In General: The “S-Corporation” follows the same state formalities as does a C-corporation (i.e. filing Articles of Incorporation and paying state fees). However, an S-Corporation must make a special tax election using IRS Form 2553. The “S” comes from subchapter S of the Internal Revenue Code which controls the method of taxing profits and operations.

No Double Taxation: A traditional corporation, known as a C-corporation, is taxed as a separate entity, leading to double taxation. An S-corporation, on the other hand, is a corporation that elects to be treated as a pass-through for tax purposes. S-corporations are thus not subject to double taxation. Therefore, a shareholder's individual tax returns will report the income or loss generated by an S corporation. Moreover, the accounting for an S-corporation is generally easier than for a C-corporation.
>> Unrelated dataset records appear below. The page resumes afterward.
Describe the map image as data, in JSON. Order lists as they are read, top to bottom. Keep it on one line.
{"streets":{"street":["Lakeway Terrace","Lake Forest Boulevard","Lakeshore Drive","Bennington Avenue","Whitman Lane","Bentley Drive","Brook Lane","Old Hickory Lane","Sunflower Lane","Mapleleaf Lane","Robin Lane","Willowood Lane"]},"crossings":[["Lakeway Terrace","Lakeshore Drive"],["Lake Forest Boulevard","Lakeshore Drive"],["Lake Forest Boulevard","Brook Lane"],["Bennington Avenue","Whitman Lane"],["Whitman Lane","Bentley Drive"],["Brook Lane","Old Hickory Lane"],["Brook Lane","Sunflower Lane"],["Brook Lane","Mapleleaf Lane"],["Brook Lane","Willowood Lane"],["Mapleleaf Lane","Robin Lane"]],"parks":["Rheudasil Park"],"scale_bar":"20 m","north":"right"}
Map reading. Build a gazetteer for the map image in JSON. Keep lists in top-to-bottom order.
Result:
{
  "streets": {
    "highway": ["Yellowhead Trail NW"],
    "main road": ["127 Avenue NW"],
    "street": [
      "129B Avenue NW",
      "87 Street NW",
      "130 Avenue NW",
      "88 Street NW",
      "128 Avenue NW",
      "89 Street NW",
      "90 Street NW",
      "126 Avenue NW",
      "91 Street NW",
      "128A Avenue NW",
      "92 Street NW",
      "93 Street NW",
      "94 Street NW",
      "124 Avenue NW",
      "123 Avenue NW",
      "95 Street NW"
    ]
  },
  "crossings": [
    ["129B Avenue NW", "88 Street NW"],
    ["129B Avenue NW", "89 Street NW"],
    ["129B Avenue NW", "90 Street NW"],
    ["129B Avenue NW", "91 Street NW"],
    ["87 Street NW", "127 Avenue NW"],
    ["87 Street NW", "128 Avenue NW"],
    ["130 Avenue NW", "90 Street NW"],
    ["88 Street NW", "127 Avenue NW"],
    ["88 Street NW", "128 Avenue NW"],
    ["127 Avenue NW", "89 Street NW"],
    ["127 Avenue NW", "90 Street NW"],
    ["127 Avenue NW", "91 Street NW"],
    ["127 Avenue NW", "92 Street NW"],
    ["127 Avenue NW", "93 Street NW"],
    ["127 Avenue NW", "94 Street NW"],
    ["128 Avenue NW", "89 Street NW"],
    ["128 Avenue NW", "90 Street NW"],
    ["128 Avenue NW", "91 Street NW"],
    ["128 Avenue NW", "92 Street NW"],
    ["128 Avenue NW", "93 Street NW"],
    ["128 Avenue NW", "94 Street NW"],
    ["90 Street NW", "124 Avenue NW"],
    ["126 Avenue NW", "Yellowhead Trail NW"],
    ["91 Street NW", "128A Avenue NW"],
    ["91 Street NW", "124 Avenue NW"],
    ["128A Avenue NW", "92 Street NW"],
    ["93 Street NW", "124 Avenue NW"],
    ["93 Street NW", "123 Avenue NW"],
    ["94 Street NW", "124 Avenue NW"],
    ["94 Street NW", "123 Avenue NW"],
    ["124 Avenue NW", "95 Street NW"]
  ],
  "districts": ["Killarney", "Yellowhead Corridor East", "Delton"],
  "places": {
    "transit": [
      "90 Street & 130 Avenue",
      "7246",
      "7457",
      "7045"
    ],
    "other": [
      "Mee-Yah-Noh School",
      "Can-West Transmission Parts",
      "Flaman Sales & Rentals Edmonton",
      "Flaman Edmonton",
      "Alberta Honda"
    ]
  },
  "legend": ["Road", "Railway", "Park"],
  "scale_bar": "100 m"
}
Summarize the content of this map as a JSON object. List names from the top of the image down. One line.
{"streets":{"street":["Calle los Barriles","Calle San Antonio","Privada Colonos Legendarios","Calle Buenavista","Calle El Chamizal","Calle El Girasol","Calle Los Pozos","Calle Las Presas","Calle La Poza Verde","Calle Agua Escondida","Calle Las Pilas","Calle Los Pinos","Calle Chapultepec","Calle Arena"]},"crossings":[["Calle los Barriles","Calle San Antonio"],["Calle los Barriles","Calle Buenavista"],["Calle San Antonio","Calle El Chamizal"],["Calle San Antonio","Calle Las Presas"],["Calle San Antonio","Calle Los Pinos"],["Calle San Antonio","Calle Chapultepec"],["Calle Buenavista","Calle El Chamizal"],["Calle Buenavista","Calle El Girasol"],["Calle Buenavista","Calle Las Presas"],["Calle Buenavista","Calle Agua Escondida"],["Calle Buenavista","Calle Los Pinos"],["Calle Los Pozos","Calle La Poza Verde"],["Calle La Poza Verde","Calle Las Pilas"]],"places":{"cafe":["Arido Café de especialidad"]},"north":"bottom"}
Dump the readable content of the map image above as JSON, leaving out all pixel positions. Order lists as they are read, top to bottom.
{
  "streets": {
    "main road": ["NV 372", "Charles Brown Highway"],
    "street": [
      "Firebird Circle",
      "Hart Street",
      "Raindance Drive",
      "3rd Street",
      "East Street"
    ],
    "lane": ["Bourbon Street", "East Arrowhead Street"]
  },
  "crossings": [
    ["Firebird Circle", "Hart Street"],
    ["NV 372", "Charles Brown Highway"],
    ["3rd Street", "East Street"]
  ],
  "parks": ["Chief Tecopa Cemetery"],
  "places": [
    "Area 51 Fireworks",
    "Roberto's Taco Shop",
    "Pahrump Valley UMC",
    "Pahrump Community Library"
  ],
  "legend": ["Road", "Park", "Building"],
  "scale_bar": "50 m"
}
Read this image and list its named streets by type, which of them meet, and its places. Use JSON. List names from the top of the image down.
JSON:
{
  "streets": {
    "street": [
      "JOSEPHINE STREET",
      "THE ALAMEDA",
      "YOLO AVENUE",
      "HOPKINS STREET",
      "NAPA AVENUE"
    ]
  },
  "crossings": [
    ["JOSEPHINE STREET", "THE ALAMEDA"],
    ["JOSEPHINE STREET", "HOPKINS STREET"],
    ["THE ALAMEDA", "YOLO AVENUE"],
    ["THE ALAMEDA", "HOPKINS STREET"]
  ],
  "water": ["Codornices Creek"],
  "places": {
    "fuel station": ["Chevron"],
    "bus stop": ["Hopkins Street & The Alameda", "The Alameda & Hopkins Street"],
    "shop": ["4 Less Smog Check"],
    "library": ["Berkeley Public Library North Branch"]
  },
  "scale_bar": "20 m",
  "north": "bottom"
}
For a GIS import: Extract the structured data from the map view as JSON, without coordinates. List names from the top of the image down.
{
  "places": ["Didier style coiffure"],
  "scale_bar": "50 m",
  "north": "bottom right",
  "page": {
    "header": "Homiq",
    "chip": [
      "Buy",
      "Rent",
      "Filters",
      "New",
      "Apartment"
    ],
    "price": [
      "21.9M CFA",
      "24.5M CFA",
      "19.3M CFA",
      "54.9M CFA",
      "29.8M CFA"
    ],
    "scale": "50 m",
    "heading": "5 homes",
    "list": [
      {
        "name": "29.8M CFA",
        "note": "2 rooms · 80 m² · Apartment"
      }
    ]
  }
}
Self-Employment Tax Savings: In an S-corporation, profits are treated as dividends to the owner and are thus considered unearned income and not subject to self-employment taxes. This can be a significant savings as self-employment taxes are approximately 15% and can add thousands of dollars to your tax bill. Only earnings actually paid out to an owner as compensation for services are subject to self-employment taxes.

Some Restrictions Placed on S-Corporations:

  • The S-corporation must not have more than 100 stockholders.
  • Each stockholder must be an individual who is a citizen or resident of the United States, or an estate or qualifying trust of such person.
  • The corporation must maintain a single class of stock.
  • The corporation must generally use the calendar year as its fiscal year.

Electing to be an S-Corporation: A “new” corporation wishing to become an S-corporation must file form 2553 with the IRS and may also need to file with the State. These forms generally must be filed no later than 75 days after the corporation has began conducting business as a corporation, acquired assets, or has issued stock to shareholders (whichever is earlier). An “existing” corporation which desires to become an S corporation must make it’s election by March 15 if the corporation is a Calendar year taxpayer in order for the election to take effect for the current tax year.

Annual Tax Filings: The S-corporation files its own annual corporate tax forms each year using IRS form 1120S. Requisite State forms may also be required.